What you will do: Write out the data exactly, every line included.

_ _ _

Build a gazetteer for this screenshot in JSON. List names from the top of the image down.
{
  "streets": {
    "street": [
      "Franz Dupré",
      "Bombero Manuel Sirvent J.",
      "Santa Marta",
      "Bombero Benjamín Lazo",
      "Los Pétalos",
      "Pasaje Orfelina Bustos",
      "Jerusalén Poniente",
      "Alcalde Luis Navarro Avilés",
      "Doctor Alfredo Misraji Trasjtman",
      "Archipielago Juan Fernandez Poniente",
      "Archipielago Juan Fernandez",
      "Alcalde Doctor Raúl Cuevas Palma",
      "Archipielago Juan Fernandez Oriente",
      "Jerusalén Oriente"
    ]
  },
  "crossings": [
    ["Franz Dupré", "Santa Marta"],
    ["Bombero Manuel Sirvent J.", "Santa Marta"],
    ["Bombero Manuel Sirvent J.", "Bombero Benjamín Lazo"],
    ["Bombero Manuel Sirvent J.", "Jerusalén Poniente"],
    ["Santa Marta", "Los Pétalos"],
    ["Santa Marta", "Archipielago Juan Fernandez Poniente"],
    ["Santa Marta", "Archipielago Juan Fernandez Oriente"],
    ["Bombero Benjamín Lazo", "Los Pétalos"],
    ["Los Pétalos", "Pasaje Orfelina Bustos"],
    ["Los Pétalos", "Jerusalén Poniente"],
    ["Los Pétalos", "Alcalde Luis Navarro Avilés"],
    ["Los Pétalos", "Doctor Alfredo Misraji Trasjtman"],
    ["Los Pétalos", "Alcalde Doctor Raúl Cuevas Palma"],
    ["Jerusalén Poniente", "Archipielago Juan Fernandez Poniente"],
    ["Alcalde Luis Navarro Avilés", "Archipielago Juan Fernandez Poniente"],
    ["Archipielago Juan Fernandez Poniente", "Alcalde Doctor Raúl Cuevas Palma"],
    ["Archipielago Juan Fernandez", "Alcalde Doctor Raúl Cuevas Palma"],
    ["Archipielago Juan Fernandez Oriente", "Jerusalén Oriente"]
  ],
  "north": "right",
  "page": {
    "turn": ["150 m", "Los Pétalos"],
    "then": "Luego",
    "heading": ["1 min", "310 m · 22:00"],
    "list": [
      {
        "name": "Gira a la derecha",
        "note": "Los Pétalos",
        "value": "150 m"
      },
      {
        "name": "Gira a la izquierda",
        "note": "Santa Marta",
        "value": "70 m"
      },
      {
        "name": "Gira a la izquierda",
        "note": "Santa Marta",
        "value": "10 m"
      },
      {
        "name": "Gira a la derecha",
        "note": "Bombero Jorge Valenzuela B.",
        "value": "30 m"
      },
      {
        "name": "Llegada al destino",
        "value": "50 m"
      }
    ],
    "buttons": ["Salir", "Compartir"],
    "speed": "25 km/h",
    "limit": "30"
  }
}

_ _ _

Task output:
Build a gazetteer for this screenshot in JSON. List names from the top of the image down.
{
  "streets": {
    "street": [
      "Franz Dupré",
      "Bombero Manuel Sirvent J.",
      "Santa Marta",
      "Bombero Benjamín Lazo",
      "Los Pétalos",
      "Pasaje Orfelina Bustos",
      "Jerusalén Poniente",
      "Alcalde Luis Navarro Avilés",
      "Doctor Alfredo Misraji Trasjtman",
      "Archipielago Juan Fernandez Poniente",
      "Archipielago Juan Fernandez",
      "Alcalde Doctor Raúl Cuevas Palma",
      "Archipielago Juan Fernandez Oriente",
      "Jerusalén Oriente"
    ]
  },
  "crossings": [
    ["Franz Dupré", "Santa Marta"],
    ["Bombero Manuel Sirvent J.", "Santa Marta"],
    ["Bombero Manuel Sirvent J.", "Bombero Benjamín Lazo"],
    ["Bombero Manuel Sirvent J.", "Jerusalén Poniente"],
    ["Santa Marta", "Los Pétalos"],
    ["Santa Marta", "Archipielago Juan Fernandez Poniente"],
    ["Santa Marta", "Archipielago Juan Fernandez Oriente"],
    ["Bombero Benjamín Lazo", "Los Pétalos"],
    ["Los Pétalos", "Pasaje Orfelina Bustos"],
    ["Los Pétalos", "Jerusalén Poniente"],
    ["Los Pétalos", "Alcalde Luis Navarro Avilés"],
    ["Los Pétalos", "Doctor Alfredo Misraji Trasjtman"],
    ["Los Pétalos", "Alcalde Doctor Raúl Cuevas Palma"],
    ["Jerusalén Poniente", "Archipielago Juan Fernandez Poniente"],
    ["Alcalde Luis Navarro Avilés", "Archipielago Juan Fernandez Poniente"],
    ["Archipielago Juan Fernandez Poniente", "Alcalde Doctor Raúl Cuevas Palma"],
    ["Archipielago Juan Fernandez", "Alcalde Doctor Raúl Cuevas Palma"],
    ["Archipielago Juan Fernandez Oriente", "Jerusalén Oriente"]
  ],
  "north": "right",
  "page": {
    "turn": ["150 m", "Los Pétalos"],
    "then": "Luego",
    "heading": ["1 min", "310 m · 22:00"],
    "list": [
      {
        "name": "Gira a la derecha",
        "note": "Los Pétalos",
        "value": "150 m"
      },
      {
        "name": "Gira a la izquierda",
        "note": "Santa Marta",
        "value": "70 m"
      },
      {
        "name": "Gira a la izquierda",
        "note": "Santa Marta",
        "value": "10 m"
      },
      {
        "name": "Gira a la derecha",
        "note": "Bombero Jorge Valenzuela B.",
        "value": "30 m"
      },
      {
        "name": "Llegada al destino",
        "value": "50 m"
      }
    ],
    "buttons": ["Salir", "Compartir"],
    "speed": "25 km/h",
    "limit": "30"
  }
}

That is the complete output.